- [EXERCISE REQUIREMENTS] Here is a listing; work out how many of its lines contain the word "controls", and state only that number.
= = = = =
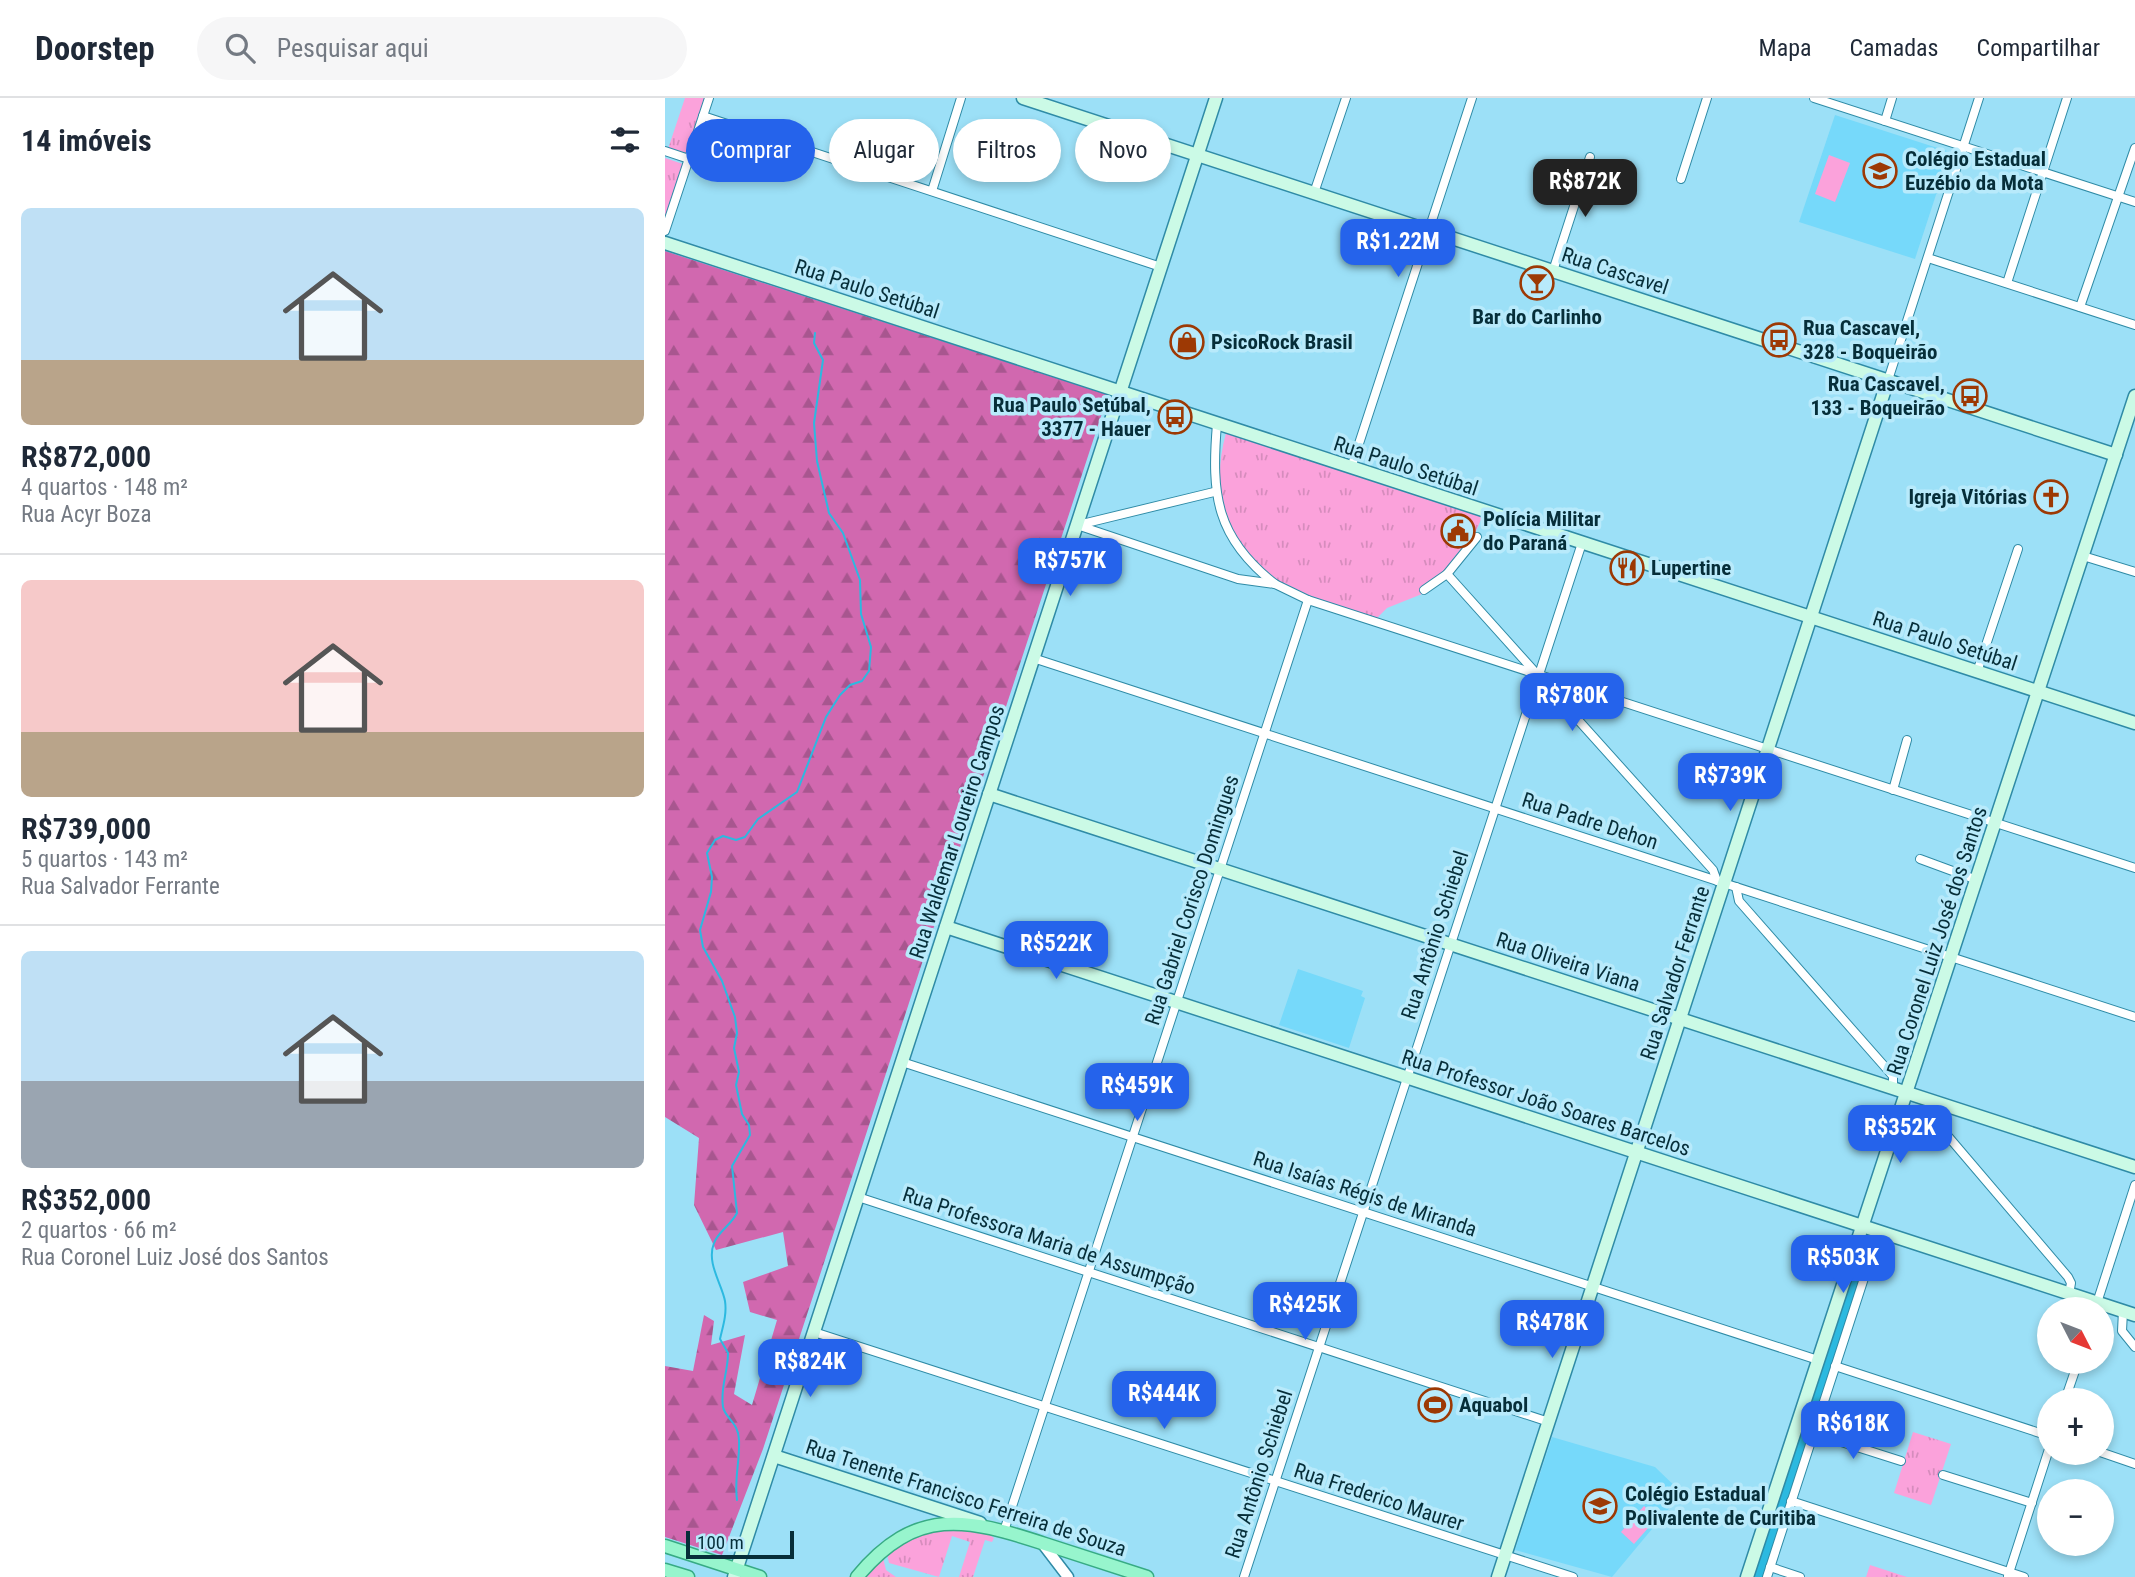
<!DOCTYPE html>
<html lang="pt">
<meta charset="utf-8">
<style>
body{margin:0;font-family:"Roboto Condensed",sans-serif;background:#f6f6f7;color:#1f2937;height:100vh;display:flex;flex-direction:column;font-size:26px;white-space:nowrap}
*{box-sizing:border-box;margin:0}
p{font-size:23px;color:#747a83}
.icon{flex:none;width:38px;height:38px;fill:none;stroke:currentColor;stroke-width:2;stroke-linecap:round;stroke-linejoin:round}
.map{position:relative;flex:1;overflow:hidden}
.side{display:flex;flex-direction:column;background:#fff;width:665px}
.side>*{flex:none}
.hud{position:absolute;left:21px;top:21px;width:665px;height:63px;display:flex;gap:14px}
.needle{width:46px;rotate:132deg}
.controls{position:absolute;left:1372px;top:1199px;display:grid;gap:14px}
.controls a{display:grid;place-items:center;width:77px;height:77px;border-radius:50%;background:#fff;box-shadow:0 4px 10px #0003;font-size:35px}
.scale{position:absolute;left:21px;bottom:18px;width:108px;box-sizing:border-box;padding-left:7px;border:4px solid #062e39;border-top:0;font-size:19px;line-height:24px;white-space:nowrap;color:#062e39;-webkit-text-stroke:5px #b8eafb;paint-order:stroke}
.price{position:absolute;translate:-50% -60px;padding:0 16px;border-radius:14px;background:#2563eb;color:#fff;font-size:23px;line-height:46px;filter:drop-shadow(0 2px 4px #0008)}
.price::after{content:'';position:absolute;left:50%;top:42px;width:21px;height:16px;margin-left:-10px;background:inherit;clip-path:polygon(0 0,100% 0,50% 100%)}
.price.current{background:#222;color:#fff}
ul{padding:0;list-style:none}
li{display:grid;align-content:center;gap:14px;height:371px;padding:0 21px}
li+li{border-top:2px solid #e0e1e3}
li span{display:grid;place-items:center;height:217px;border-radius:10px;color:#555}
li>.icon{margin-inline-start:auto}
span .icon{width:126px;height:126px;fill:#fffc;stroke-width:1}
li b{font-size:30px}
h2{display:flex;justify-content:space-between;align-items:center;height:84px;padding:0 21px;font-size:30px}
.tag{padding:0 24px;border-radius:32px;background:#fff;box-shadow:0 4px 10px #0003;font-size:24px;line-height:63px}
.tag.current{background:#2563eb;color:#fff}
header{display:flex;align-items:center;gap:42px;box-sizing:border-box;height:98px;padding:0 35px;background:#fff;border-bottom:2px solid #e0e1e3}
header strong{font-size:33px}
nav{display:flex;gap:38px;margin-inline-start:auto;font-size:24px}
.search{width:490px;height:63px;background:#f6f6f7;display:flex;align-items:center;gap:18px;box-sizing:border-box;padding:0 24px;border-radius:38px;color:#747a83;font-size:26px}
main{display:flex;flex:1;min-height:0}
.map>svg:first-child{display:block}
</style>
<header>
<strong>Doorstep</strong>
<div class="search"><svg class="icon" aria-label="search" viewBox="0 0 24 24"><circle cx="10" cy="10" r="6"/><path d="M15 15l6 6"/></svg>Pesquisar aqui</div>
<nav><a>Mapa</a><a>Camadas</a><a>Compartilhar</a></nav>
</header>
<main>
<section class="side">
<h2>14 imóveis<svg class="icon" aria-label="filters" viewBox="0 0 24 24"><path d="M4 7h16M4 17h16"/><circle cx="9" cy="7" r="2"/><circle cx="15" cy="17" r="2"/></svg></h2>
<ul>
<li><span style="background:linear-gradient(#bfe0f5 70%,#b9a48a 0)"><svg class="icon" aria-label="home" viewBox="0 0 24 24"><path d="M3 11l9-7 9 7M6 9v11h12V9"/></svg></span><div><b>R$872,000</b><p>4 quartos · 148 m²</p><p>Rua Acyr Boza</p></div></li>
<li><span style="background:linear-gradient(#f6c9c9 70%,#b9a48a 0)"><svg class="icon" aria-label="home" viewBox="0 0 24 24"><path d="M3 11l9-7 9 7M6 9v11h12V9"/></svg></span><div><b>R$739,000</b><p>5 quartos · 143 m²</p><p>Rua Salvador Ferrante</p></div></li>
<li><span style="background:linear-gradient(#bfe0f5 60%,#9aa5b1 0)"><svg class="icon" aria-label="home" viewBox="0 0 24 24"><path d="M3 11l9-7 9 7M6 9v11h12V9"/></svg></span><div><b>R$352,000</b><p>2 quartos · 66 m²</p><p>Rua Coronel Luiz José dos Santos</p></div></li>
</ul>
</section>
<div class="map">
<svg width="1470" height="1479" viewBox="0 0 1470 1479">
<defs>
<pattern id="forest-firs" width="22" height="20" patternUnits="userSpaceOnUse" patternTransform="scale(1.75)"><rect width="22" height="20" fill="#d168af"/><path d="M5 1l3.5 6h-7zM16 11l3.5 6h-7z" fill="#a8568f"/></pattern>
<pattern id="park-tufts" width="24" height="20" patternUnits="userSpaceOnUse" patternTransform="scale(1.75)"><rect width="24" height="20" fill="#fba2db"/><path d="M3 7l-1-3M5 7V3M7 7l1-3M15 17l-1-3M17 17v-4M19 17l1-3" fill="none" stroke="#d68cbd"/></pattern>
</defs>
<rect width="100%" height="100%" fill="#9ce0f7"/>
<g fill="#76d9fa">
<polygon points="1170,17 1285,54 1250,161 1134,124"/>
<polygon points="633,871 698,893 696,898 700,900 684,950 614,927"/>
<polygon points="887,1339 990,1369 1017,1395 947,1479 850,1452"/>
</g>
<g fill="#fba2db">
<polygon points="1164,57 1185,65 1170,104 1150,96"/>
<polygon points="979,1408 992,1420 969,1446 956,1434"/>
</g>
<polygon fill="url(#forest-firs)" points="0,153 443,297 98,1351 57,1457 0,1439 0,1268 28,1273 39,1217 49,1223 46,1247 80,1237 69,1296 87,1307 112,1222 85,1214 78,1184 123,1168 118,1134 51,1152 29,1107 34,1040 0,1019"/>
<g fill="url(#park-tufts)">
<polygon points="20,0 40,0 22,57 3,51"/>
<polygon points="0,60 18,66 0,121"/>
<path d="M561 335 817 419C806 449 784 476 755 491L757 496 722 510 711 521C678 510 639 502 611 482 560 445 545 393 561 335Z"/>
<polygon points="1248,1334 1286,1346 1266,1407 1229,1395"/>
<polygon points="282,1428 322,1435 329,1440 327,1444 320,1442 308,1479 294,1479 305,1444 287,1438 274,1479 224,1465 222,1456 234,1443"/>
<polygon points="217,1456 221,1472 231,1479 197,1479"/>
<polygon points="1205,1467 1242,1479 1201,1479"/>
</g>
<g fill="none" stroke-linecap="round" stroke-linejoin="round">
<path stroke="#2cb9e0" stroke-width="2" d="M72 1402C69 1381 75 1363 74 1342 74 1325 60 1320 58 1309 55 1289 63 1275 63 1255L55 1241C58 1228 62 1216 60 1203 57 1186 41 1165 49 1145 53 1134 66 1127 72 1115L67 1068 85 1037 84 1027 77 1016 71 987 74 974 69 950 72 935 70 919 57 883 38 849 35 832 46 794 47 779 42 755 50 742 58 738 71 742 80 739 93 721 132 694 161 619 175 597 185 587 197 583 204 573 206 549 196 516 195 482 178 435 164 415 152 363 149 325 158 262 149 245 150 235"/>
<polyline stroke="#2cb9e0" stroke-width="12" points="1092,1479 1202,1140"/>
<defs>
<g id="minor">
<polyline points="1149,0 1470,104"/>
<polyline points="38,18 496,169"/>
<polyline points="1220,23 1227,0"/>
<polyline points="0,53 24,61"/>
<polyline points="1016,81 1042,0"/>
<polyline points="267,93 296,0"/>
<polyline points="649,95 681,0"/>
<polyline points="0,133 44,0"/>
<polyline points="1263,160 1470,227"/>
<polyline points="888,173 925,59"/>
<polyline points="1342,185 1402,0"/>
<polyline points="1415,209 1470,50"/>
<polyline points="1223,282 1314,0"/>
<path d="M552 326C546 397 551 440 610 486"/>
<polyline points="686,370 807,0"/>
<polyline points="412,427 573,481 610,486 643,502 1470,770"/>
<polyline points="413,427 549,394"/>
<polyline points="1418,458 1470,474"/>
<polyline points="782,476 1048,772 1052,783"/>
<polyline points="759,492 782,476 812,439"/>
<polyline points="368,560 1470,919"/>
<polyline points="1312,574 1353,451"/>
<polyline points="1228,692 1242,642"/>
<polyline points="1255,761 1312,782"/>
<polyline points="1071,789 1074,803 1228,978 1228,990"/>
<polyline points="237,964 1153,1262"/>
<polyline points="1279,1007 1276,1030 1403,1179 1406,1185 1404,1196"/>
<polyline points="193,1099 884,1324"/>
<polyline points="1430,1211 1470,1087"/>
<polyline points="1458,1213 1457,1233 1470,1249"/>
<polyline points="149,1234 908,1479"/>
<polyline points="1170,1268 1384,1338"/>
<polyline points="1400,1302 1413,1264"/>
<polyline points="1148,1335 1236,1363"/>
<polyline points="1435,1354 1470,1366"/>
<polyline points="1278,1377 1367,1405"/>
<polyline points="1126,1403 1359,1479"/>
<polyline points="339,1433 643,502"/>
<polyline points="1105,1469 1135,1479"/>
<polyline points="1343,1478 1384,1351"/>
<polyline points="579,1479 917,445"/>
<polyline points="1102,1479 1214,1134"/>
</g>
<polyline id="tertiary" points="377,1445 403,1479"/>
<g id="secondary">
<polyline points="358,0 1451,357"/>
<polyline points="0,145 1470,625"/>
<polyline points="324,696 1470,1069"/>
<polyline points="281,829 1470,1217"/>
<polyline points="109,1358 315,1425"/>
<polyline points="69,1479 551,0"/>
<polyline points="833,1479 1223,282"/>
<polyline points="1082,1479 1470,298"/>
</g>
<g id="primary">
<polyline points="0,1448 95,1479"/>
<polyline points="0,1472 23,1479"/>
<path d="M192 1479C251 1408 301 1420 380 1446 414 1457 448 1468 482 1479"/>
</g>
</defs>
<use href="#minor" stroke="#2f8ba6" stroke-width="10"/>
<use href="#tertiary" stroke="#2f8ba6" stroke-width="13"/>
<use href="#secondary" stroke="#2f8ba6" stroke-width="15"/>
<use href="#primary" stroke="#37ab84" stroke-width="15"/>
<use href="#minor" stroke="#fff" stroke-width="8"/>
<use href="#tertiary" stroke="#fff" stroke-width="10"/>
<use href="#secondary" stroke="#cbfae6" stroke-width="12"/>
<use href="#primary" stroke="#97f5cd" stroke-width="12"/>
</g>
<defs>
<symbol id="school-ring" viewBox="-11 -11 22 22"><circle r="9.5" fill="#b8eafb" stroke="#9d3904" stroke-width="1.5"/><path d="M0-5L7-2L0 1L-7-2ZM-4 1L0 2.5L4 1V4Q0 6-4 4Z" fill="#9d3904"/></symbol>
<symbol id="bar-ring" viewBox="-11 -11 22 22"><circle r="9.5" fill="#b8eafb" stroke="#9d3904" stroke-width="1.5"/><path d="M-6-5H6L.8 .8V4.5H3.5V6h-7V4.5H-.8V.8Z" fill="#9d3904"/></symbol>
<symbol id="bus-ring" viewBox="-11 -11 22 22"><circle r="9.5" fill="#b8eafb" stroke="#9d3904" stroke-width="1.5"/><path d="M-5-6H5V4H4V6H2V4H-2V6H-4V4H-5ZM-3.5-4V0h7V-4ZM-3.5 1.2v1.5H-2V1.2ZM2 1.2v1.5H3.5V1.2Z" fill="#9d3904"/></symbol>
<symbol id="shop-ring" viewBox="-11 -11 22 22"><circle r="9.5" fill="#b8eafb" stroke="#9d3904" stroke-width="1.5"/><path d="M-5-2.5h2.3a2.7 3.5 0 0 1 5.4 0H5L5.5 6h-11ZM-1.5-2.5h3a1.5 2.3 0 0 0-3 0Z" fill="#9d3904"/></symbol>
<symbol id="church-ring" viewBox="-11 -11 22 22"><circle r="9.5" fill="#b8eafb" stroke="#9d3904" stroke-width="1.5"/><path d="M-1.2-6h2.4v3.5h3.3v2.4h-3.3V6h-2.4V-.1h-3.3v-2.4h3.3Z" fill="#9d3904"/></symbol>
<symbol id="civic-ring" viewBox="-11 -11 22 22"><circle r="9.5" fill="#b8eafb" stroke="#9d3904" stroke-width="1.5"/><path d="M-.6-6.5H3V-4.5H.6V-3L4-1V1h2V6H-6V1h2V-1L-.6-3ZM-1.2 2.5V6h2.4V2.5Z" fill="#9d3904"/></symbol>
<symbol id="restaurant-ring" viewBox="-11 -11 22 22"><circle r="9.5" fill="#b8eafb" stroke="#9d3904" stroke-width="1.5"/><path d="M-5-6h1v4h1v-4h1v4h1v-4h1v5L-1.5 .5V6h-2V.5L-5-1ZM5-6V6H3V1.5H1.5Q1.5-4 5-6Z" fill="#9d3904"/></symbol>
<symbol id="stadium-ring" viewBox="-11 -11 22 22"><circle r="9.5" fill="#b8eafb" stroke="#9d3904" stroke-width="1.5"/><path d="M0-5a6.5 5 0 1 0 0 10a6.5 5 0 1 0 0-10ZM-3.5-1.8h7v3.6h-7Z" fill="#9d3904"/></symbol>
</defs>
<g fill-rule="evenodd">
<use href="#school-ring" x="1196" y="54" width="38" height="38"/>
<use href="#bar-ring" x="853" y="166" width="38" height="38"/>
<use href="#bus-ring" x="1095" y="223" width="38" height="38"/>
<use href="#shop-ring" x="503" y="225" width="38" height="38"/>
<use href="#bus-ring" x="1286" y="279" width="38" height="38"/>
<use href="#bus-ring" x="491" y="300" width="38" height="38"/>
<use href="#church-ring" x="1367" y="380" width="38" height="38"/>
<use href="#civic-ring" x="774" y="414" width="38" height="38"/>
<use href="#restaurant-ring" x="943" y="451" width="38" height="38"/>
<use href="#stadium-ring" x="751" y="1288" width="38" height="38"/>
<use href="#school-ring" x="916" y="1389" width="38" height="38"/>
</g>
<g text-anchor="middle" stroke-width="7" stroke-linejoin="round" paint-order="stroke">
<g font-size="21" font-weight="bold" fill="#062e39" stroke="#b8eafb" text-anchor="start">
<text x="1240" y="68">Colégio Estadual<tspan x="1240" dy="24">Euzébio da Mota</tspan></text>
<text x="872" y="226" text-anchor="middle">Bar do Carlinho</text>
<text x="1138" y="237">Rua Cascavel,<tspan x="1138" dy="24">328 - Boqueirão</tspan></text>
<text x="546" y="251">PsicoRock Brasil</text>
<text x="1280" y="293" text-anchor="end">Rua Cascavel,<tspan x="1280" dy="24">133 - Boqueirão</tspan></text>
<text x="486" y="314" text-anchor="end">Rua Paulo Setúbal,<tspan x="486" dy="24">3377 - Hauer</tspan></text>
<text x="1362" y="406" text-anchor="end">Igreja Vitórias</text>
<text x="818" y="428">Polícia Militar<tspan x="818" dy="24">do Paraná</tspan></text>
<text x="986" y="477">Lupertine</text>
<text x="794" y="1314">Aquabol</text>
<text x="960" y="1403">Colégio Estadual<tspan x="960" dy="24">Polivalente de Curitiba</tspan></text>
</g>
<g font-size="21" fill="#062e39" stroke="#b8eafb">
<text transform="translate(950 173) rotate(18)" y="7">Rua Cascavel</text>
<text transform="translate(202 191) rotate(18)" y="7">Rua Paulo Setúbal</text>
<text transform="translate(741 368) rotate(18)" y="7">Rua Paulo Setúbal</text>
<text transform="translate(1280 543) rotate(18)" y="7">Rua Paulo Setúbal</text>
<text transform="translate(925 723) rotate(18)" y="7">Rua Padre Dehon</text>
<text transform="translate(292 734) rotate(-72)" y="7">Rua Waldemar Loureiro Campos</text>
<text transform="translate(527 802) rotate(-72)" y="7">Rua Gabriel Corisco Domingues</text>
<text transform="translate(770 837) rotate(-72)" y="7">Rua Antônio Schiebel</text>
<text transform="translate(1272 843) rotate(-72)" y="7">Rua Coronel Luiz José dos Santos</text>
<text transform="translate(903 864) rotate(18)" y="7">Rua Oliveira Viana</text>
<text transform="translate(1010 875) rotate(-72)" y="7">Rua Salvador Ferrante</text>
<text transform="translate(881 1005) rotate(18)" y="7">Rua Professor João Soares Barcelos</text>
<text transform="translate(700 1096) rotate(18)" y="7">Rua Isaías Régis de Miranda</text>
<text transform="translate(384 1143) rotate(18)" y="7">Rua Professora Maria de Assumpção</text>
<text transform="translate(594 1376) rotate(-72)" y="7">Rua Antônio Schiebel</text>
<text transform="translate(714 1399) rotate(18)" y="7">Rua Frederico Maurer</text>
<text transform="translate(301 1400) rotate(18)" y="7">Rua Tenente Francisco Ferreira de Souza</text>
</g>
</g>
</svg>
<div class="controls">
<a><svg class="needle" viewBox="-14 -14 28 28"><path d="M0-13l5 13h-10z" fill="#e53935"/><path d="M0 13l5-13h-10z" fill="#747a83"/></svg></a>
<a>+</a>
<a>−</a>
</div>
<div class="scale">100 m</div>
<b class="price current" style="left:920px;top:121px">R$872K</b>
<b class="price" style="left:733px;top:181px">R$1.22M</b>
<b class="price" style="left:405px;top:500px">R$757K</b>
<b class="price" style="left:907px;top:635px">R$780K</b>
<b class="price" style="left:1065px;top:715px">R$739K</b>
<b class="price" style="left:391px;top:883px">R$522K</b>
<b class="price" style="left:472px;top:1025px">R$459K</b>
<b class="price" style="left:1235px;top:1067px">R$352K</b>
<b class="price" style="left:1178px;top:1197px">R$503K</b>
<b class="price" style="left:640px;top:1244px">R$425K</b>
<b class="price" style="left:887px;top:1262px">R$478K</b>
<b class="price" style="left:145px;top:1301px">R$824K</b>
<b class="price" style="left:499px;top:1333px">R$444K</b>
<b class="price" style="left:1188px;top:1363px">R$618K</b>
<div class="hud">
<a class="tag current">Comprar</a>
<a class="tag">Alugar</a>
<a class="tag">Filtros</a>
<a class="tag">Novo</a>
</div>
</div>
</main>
= = = = =
- [EXPECTED OUTPUT] 3